Third, the whole logic of industrial policy will change, and the industrial policy of direct government intervention will face challenges. In the industrial era, the government was most familiar with the industrial policy is to set standards, enterprises to do according to the standards, do successful government subsidies. But this logic has a very important premise, is that the manufacturing stage of the product is standardized and scale, and can know in advance what kind of manufacturing products are good.
This logic has changed in the service-oriented stage. On the one hand, the service industry is niche, personalized and non-standardized. On the other hand, you don’t know what good service is beforehand, and even if you do, what you think is good isn’t necessarily the same as what I think is good. For example, what is a good movie, good design, you think good, I don’t necessarily like. Therefore, in such an era, the functions of government and the logic of industrial policy will undergo fundamental changes.

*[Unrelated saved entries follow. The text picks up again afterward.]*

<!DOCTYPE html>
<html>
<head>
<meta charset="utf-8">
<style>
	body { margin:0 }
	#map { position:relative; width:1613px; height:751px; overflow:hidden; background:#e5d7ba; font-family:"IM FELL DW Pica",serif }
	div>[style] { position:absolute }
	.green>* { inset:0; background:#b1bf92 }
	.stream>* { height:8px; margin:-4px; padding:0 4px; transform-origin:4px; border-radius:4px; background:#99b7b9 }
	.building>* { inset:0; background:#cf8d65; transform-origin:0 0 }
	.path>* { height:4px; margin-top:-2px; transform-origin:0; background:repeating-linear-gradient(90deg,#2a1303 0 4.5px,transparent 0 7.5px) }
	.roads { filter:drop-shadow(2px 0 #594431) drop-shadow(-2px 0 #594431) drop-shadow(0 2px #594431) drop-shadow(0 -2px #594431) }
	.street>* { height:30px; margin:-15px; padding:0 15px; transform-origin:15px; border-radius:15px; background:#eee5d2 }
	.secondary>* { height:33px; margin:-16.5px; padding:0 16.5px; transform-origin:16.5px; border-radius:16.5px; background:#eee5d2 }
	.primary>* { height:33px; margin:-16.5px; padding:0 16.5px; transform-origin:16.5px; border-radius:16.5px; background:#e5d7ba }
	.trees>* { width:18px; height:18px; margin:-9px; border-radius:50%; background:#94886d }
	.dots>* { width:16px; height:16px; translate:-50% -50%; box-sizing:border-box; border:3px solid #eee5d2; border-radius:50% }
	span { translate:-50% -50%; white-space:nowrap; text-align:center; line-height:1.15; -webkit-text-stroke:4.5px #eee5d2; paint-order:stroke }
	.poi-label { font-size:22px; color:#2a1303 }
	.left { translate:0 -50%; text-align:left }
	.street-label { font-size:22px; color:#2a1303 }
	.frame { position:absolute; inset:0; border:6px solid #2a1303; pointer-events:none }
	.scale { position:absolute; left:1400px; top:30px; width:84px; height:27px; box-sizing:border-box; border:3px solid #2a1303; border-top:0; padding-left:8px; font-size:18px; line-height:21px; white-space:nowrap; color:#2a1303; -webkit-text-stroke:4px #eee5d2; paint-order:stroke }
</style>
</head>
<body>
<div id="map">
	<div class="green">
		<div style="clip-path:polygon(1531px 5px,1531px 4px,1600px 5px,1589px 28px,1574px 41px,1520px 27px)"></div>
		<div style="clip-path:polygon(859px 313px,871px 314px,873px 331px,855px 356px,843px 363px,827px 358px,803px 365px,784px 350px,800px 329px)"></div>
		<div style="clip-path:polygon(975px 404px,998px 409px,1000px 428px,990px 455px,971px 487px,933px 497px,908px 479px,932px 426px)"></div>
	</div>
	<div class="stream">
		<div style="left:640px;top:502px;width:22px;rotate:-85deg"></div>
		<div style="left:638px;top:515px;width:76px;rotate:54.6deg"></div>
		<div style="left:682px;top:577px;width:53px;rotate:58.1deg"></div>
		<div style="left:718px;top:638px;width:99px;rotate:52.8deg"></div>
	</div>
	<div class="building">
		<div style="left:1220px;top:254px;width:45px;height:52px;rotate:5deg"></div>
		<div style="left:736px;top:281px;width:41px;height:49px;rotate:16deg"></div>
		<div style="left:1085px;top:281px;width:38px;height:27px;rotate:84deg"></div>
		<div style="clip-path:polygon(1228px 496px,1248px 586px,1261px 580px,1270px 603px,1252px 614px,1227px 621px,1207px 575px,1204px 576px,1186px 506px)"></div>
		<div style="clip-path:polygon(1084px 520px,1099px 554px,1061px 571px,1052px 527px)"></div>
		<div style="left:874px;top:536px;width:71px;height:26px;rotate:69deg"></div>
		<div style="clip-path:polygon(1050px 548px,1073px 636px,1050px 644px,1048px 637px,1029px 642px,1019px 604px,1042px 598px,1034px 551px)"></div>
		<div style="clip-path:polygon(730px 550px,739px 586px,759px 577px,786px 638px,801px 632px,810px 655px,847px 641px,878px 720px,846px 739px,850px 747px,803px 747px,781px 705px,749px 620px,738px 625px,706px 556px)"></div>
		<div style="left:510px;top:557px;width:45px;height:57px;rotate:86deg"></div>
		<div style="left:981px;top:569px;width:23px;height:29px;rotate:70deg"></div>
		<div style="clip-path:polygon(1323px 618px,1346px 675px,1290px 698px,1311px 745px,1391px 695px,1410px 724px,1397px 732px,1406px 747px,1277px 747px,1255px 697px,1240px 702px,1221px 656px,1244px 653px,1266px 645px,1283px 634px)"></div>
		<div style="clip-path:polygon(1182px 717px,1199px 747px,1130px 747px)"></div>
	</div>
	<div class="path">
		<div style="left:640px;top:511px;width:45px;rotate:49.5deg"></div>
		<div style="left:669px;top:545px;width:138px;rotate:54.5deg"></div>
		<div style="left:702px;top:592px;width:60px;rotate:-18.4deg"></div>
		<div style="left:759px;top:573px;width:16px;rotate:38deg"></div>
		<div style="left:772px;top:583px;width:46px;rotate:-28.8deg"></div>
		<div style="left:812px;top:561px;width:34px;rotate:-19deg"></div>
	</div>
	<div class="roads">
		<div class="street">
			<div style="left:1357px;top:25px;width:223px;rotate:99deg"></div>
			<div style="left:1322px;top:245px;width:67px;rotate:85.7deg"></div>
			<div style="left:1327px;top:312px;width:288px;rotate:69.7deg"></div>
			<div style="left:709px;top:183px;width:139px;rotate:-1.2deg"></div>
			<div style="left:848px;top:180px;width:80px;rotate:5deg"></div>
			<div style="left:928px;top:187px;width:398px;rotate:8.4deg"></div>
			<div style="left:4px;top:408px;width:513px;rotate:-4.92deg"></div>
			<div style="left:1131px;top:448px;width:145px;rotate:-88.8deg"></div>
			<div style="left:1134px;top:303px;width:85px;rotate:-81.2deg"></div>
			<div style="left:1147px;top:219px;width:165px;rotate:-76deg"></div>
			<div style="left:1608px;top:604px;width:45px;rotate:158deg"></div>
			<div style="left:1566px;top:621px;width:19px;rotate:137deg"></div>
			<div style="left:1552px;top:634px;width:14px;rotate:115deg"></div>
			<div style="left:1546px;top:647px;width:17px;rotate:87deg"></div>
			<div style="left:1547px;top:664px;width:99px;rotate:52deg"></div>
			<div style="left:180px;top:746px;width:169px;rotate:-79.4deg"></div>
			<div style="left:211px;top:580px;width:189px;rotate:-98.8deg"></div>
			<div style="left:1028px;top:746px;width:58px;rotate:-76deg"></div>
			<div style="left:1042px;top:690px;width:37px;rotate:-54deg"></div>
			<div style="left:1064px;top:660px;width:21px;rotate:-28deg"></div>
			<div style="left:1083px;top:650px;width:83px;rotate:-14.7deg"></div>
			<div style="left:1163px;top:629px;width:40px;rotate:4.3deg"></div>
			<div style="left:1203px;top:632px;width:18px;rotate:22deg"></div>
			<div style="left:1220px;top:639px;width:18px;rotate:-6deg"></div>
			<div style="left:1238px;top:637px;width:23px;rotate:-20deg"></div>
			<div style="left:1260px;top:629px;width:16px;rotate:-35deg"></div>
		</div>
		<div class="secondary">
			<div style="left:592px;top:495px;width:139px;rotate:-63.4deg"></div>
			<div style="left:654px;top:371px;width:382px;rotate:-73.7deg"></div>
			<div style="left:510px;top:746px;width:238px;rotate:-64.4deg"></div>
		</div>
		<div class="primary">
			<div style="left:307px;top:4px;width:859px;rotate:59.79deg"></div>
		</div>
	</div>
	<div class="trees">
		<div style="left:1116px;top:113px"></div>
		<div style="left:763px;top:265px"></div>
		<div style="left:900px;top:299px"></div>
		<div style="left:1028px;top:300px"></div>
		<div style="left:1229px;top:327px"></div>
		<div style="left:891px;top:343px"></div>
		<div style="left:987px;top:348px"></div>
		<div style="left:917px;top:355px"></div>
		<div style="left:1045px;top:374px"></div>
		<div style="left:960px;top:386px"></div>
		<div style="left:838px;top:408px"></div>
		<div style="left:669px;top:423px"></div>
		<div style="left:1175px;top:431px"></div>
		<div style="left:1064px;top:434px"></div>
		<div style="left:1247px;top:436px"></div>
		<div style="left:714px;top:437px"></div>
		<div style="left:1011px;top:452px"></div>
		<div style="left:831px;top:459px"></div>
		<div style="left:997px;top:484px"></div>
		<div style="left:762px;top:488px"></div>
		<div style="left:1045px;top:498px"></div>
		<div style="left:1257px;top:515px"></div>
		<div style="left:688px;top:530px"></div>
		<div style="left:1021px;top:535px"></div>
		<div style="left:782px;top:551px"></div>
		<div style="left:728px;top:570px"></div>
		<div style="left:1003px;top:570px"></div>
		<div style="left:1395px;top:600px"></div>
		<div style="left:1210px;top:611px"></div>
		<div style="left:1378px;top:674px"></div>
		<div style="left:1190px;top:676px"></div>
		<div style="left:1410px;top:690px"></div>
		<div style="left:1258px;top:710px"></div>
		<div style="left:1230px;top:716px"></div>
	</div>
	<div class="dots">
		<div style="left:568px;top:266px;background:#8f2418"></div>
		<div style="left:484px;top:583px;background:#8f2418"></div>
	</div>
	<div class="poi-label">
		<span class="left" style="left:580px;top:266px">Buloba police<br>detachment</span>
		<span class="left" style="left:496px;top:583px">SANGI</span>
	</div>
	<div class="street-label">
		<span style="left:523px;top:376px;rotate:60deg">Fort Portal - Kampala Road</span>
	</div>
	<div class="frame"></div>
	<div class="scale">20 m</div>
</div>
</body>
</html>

Let me give you an example. In my recent research on the platform economy, I found that local governments want them to study together what “digital talents” are. The logic is that once the digital talents are defined, they can formulate corresponding policies to attract relevant talents, such as incentives for household registration and public housing.
The question is what is “digital talent”? People agree that programmers must be digital talents, but live streamers are not digital talents, I’m afraid there will be disagreement. E-commerce platforms tell me that what they need most are powerpoint presentations to investors and clients on Nanjing West Road, which might not normally be considered “digital talent”.
But one thing is for sure, with the development of artificial intelligence and the advent of ChatGPT, it’s easy to replace junior programmers, and it’s hard to replace streamers. Such is the nature of the post-industrial era that it has become increasingly difficult for policymakers to understand the trends of the future and the talents and industries needed.